Choire Sicha on Anderson Cooper 360:
Right now, his show is pretty much everything it shouldn’t be, and I suspect he knows it. The relentless story-teasing of things that are coming “after the break” and “in the next hour” is awful — it’s like a 4:45 p.m. promo for a small-town affiliate’s local news program. The constant use of the phrase “breaking news” applied to items of dubious news value that were perhaps “breaking” between five and eight hours ago is insulting and actually enraging. Apparently there is also a live in-studio webcam, which I will never turn to, and there is a young woman with very smart glasses who comes and delivers little “breaking news” updates that I have already read on the internet in the afternoon elsewhere. Recently she brought in her dog.

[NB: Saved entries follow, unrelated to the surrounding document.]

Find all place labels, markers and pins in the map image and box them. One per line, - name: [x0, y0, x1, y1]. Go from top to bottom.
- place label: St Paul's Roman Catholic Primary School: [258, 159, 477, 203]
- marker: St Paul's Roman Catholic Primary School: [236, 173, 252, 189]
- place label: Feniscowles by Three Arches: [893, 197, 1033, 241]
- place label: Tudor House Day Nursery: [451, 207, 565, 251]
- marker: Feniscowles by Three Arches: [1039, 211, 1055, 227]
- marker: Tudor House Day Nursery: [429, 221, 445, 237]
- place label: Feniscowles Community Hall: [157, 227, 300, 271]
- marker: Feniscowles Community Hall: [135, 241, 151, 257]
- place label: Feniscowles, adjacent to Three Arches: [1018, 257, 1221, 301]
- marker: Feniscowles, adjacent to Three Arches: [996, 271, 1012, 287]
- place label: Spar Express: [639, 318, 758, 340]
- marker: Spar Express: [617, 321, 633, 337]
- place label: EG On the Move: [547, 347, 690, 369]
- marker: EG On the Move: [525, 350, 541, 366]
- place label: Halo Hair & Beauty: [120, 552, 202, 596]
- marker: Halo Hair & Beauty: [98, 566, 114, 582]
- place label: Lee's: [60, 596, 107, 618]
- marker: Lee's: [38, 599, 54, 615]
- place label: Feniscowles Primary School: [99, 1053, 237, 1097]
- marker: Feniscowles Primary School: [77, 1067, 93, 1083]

There are a couple of issues at play here: For one, if CNN — a 24-hour news network — wishes to remain competitive with the 24-hour world wide web, then star journalists like Anderson Cooper need to offer more than mere reporting. The blogs are there for “breaking news”; evening television shows like Cooper’s are there to digest these issues and offer a few well thought-out insights before the morning news cycle begins.
Which is the other, more depressing problem about 360: Keith Olbermann and Rachel Maddow, for all their own shortcomings, offer both incisive opinions and a non-invasive glimpse into who they are outside of the studio. As for Cooper? Forget about coming out of the closet, we don’t even really know his personal opinion of Proposition 8. For as much as I love him, he’s becoming somewhat of a handsome teleprompter.
Where’s the Love?
In eight years of office, I can’t remember ever feeling very sympathetic for George W. Bush. But watching this video of the G20 summit over the weekend — wherein none of the world’s leaders want to shake his hand, and he morphs into a wounded puppy upon realizing it — just didn’t have that same schadenfreude punch to it. (Maybe I’m getting old.) Says Rick Sanchez, “He seems like the most unpopular kid in high school. The one nobody liked.” (via)

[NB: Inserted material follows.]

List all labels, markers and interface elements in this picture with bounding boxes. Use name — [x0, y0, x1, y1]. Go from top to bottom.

This week marks the thirtieth anniversary of the Jonestown massacre, in which the pastor Jim Jones ordered more than 900 of his followers to literally drink the Kool-Aid — this one, laced with cyanide. As community leaders and politicians began to reflect on how they let this happen, a thesis emerged:
“From my perspective,” says California congresswoman Jackie Speier, “the Peoples Temple got out of hand because the political leadership in San Francisco was indebted to Jim Jones.”
It was that theme that dominated Tuesday’s memorial service at the mass grave in Oakland. In an emotional and highly charged address, the Rev. Amos Brown, bishop at San Francisco’s Third Baptist Church and president of the San Francisco NAACP, warned the mourners to beware of religious leaders who claim to have all the answers and insinuate themselves into politics, as Jones did so effectively in San Francisco.
“Good religion elevates folk, it teaches people to think for themselves. Good religion isn’t authoritarian. Good religion isn’t bigoted,” he said. “Open up your eyes, America. America isn’t a theocracy, it’s a democracy. …And that is the lesson we must learn from Jonestown.”